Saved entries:
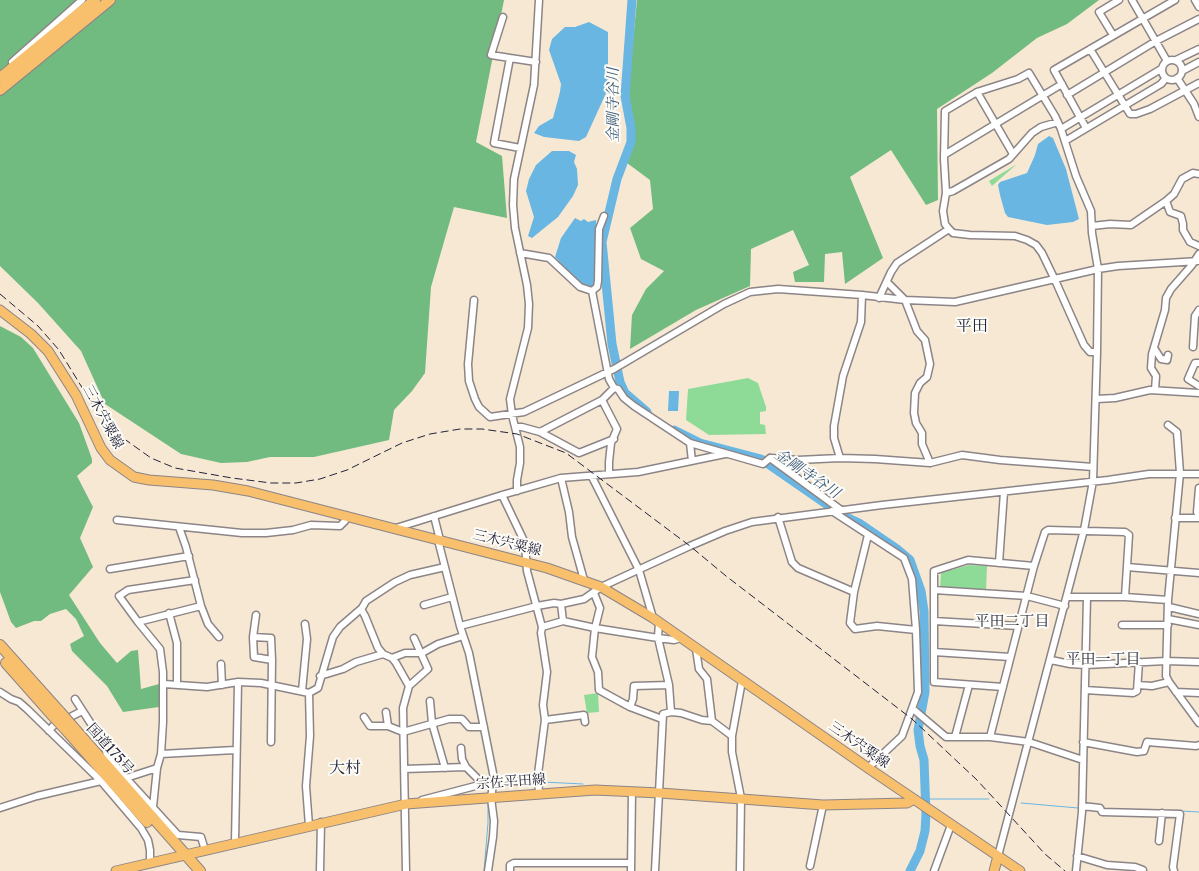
<!DOCTYPE html>
<meta charset="utf-8">
<style>
body{margin:0}
canvas{display:block;background:#f7e8d3}
</style>
<canvas width="1199" height="871"></canvas>
<script>
const ctx = document.querySelector('canvas').getContext('2d');
ctx.lineJoin = 'round';
function fillPath(path, color) { ctx.fillStyle = color; ctx.fill(path, 'evenodd'); }
const poly = rows => new Path2D(rows.map(r => 'M' + r).join(''));
function trace(path, color, width, dash) { ctx.strokeStyle = color; ctx.lineWidth = width; ctx.lineCap = dash ? 'butt' : 'round'; ctx.setLineDash(dash || []); ctx.stroke(path); }
function label(font, color, halo, rows, align = 'center') {
  ctx.font = font + ' "Libre Caslon Text","Noto Serif JP",serif'; ctx.lineWidth = 4; ctx.setLineDash([]); ctx.textBaseline = 'middle'; ctx.strokeStyle = halo; ctx.fillStyle = color; for (const [text, x, y, turn = 0] of rows) {
    ctx.save(); ctx.translate(x, y); ctx.rotate((+turn || 0) * Math.PI / 180); ctx.textAlign = isNaN(turn) ? turn : align; if (halo) ctx.strokeText(text, 0, 0); ctx.fillText(text, 0, 0); ctx.restore();
  }
}
const green = poly([
 [1017,164,992,186,989,181],
 [748,378,758,383,766,407,766,411,760,412,760,424,765,425,766,434,709,435,686,420,688,389],
 [969,565,987,566,986,592,940,588,941,573],
 [598,693,599,712,587,713,584,695]
]);
const forest = poly([
 [0,0,504,0,476,142,502,156,507,218,454,207,431,287,425,373,412,391,394,410,389,440,314,457,270,457,247,462,221,463,181,454,105,404,81,351,38,303,0,266],
 [637,0,1099,0,1067,24,1037,38,992,73,937,109,938,200,926,205,891,150,850,177,883,258,845,284,842,252,825,254,824,282,795,282,793,272,809,265,793,230,751,249,750,286,696,310,630,349,632,315,646,289,664,271,641,259,630,228,653,209,650,180,627,163,635,131,628,95],
 [0,326,21,337,33,348,79,423,92,459,92,463,77,476,93,507,80,538,93,567,69,595,100,643,117,663,131,651,138,650,141,689,159,684,159,707,123,712,107,686,72,651,70,644,84,636,76,619,66,609,50,614,41,621,34,621,16,628,11,622,0,592]
]);
const water = poly([
 [589,22,608,32,608,69,607,91,586,137,579,141,544,137,534,133,539,126,553,118,560,92,561,84,549,50,552,39,565,27,575,27],
 [1049,136,1053,138,1066,169,1079,219,1073,222,1047,225,1008,217,1005,213,1000,195,998,185,1000,182,1027,173,1035,155,1038,144],
 [552,151,569,151,576,155,574,162,577,169,578,185,573,196,558,217,532,238,528,236,534,217,526,191,529,179,536,165],
 [575,218,581,221,584,219,588,222,596,220,595,282,594,285,591,288,578,282,555,257,561,238],
 [669,391,679,391,678,411,668,411]
]);
const stream = poly([
 [542,782,583,784],
 [514,784,525,784],
 [500,786,508,784],
 [859,799,868,800],
 [920,799,989,799],
 [1021,803,1078,808],
 [1120,809,1171,811],
 [1180,811,1199,812],
 [484,871,488,823,488,802]
]);
const river = poly([
 [632,0,625,96,631,128,631,142,617,179,602,242,612,344,620,382,625,393,647,412],
 [674,430,700,443,761,459,842,515,859,523,897,549,910,560,921,591,924,611,925,692,918,730,920,746,924,760,926,814,925,831,920,851,910,871]
]);
const minor = poly([
 [1132,0,1167,61],
 [1195,0,1199,7],
 [503,17,491,55,510,58],
 [1113,35,1099,12,1119,0],
 [1090,49,1130,114,1136,114,1150,109,1199,83],
 '1162 70a10 10 0 1 1 20 0a10 10 0 1 1-20 0Z',
 [1176,60,1199,49],
 [12,62,82,0],
 [1182,71,1199,62],
 [1177,78,1194,104,1199,117],
 [977,92,1013,154],
 [1067,95,1156,41,1199,19],
 [1086,128,1054,70,1175,0],
 [1061,129,1161,69],
 [1065,141,1161,84,1166,78],
 [520,148,494,143,510,58,536,62],
 [944,155,1062,84],
 [1199,174,1193,173,1182,179,1174,194,1166,201,1170,212,1181,216,1183,224,1183,230,1190,242,1199,246],
 [946,193,953,191,1009,159,1032,133,1041,127,1058,122],
 [1092,226,1110,224,1131,225,1166,201],
 [520,253,549,258,580,287,592,291,609,379,614,388,618,389,624,398,634,406,690,443,763,464,770,458,841,510],
 [887,282,905,300,917,331,925,340,926,345,930,364,927,377,920,383,915,393,914,413,916,423,922,433,922,444,930,463],
 [592,291,597,287,598,281,599,229,604,216],
 [879,298,891,272,897,263,949,229],
 [474,300,468,364,469,381,475,399,479,407,490,417,524,412,614,369,724,304,750,292,778,289,862,295,905,300,955,302,1098,269,1118,266,1199,261],
 [1193,347,1195,316,1199,310],
 [1154,348,1161,359,1167,360,1168,355],
 [1199,363,1195,363,1188,379,1199,386],
 [1155,390,1156,376,1151,368,1152,354,1165,310,1166,298,1171,289,1192,265,1199,254],
 [1097,399,1115,398,1150,390,1199,393],
 [1168,425,1177,432,1180,473,1168,600,1166,676,1169,682,1199,723],
 [515,427,522,427,540,432,579,453,614,439],
 [540,432,602,400],
 [690,443,692,461],
 [771,458,798,460,840,458,875,459,930,463,962,455,1000,460,1093,467],
 [840,458,834,438,834,426,843,376,861,322,862,295],
 [609,473,609,462,611,443,617,429,602,400,614,388],
 [592,477,639,570,653,618],
 [561,478,569,512,572,537,584,580],
 [1199,488,1197,512,1199,517],
 [517,491,517,480,520,463,520,447,512,415,510,399,528,328,529,304,527,285,515,228,513,205,514,179,534,85,539,0],
 [502,495,525,543,527,571,542,627,541,633,547,672,543,705,545,720,538,774,539,794],
 [832,511,904,558,912,579,916,630,918,692,902,736,868,768],
 [434,516,440,540],
 [778,517,792,562,798,568,854,592,850,623,855,629,877,626,916,630],
 [1175,518,1199,518],
 [117,520,242,533,266,533,293,530,311,525,340,526,345,521,347,516],
 [396,528,502,495,561,478,638,472,725,454],
 [438,540,460,626,469,653,494,778,491,798,494,821,493,837,488,871],
 [999,563,1004,492],
 [1127,567,1199,573],
 [110,569,189,556],
 [934,590,1027,596,1065,606],
 [854,592,868,535],
 [594,593,600,608,595,628,592,657,598,672,599,690,630,707,662,719],
 [1067,597,1087,597],
 [1125,597,1168,600],
 [561,604,563,621,595,628,658,638,674,640,681,638],
 [424,605,452,597],
 [201,606,208,624,219,637],
 [1169,607,1199,614],
 [361,609,365,616,378,648,383,654,392,658,396,663,409,686,403,708,406,871],
 [169,613,177,643,177,685],
 [256,615,253,637,254,657,272,660,271,742],
 [1168,619,1199,625],
 [934,621,1018,626],
 [138,622,119,596,128,590,195,580],
 [659,622,658,638,669,685,671,712],
 [1122,625,1168,625],
 [460,626,537,606,554,603,561,604,584,599,601,587,690,546,725,531,752,522,882,505,1108,480,1149,474,1199,474],
 [542,627,563,621],
 [253,637,271,638,272,660],
 [696,649,699,669,707,679,712,721],
 [934,652,1010,657],
 [392,658,405,653,422,653,438,644,463,636],
 [1051,660,1070,664,1086,665,1166,661,1199,662],
 [221,664,222,685],
 [320,676,343,669,356,662,383,654],
 [164,684,207,687,238,682,261,683,309,693,318,688,333,637,340,627,362,608,366,601,395,582,410,575,445,567],
 [1138,685,1152,686,1169,682],
 [409,686,428,669,414,638],
 [1003,687,934,682,934,571,968,560,1034,566],
 [1085,690,1133,693,1137,691,1139,662],
 [302,691,307,639,305,624],
 [0,692,11,699,19,702,27,709,101,781,141,828,148,840,150,850,150,863],
 [1176,692,1199,693],
 [309,693,310,736,306,786,309,826],
 [75,699,104,744,107,755,126,778],
 [430,701,432,723,445,768],
 [630,707,633,699,634,686,669,685],
 [913,709,946,737,990,737,1029,742,1083,760],
 [386,712,388,726,403,732,449,719,462,719,469,727,484,727],
 [364,717,370,726,388,726],
 [545,720,584,715,585,722],
 [49,731,53,726,82,711],
 [955,737,969,685],
 [990,737,1034,566,1045,532,1048,530,1125,532,1129,535,1125,597,1087,597,1082,812,1076,871],
 [1083,742,1137,752,1144,751,1147,742,1196,746,1199,745],
 [461,748,462,759,466,767,483,784],
 [161,754,235,750],
 [157,768,126,778,178,835,201,837,205,850],
 [404,769,466,767],
 [422,800,483,784,500,781,538,781],
 [1082,806,1100,808,1102,812,1180,814,1173,867,1174,871],
 [153,807,157,768,161,754,163,722,163,672,160,649,138,622,201,606,186,547,179,527],
 [0,808,37,796,101,781],
 [1159,841,1162,813],
 [235,843,238,682],
 [998,856,1084,530,1093,481,1097,352,1090,352,1084,345,1055,280,1042,253,1036,245,1027,240,1015,236,970,235,953,233,949,229,945,224,943,211,946,193,944,159,945,111,977,92,1018,79,1029,73,1055,116,1061,129,1076,176,1091,211,1092,233,1098,269,1097,352],
 [1077,856,1107,865,1135,867,1143,870],
 [810,866,823,805],
 [320,871,321,822],
 [510,871,510,865,514,863,631,863],
 [631,871,632,792],
 [655,871,663,714,671,712,681,713,702,720,712,721,732,736],
 [740,871,741,798,732,752,732,736,742,681],
 [934,871,951,825]
]);
const major = poly([
 [0,310,31,334,48,351,76,395,101,448,110,460,134,477,149,480,213,485,248,491,547,568,601,587,653,618,868,768,1020,871],
 [116,871,406,804,595,790,660,793,823,805,907,803,914,799],
 [994,871,998,856]
]);
const highway = poly([
 [0,78,95,0],
 [0,90,110,0],
 [0,645,60,712],
 [6,663,52,715],
 [73,727,200,871],
 [67,731,147,822]
]);
const rail = poly([
 [0,294,38,326,59,350,94,407,116,433,151,458,175,468,232,478,271,483,296,483,320,479,347,470,402,443,430,434,460,429,482,429,517,434,566,453,690,546,726,576,912,719,977,780,1045,854,1065,871]
]);
const highwayBridge = poly([
 [60,712,73,727],
 [52,715,67,731]
]);
const streetNames = [
 ["三木宍粟線",103,417,62],
 ["三木宍粟線",507,543,14],
 ["三木宍粟線",859,745,35],
 ["国道175号",110,749,48],
 ["宗佐平田線",511,782,-4]
];
const waterNames = [
 ["金剛寺谷川",614,105,-90],
 ["金剛寺谷川",807,474,34]
];
const neighbourhoodNames = [
 ["平田二丁目",1012,622],
 ["平田一丁目",1103,660]
];
const quarterNames = [
 ["平田",972,326],
 ["大村",345,768]
];
fillPath(green, '#8edb98');
fillPath(forest, '#72bb80');
fillPath(water, '#69b6e3');
trace(stream, '#69b6e3', 1);
trace(river, '#69b6e3', 9);
trace(minor, '#8c8587', 9);
trace(major, '#8c8587', 11);
trace(highway, '#8c8587', 12);
trace(minor, '#fff', 6);
trace(major, '#f8bf6c', 9);
trace(highway, '#f8bf6c', 10);
trace(rail, '#22223b', 1, [8, 4]);
trace(highwayBridge, '#8c8587', 12, []);
trace(highwayBridge, '#f8bf6c', 10);
label('14px', '#22223b', '#fdfcf7', streetNames);
label('italic 15px', '#3e5d7e', '#fdfcf7', waterNames);
label('15px', '#22223b', '#fdfcf7', neighbourhoodNames);
label('16px', '#22223b', '#fdfcf7', quarterNames);
</script>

| WORK TASK |
Above are the entries; copy out every line among them that contains the word "fillStyle".

| REPLY |
function fillPath(path, color) { ctx.fillStyle = color; ctx.fill(path, 'evenodd'); }
  ctx.font = font + ' "Libre Caslon Text","Noto Serif JP",serif'; ctx.lineWidth = 4; ctx.setLineDash([]); ctx.textBaseline = 'middle'; ctx.strokeStyle = halo; ctx.fillStyle = color; for (const [text, x, y, turn = 0] of rows) {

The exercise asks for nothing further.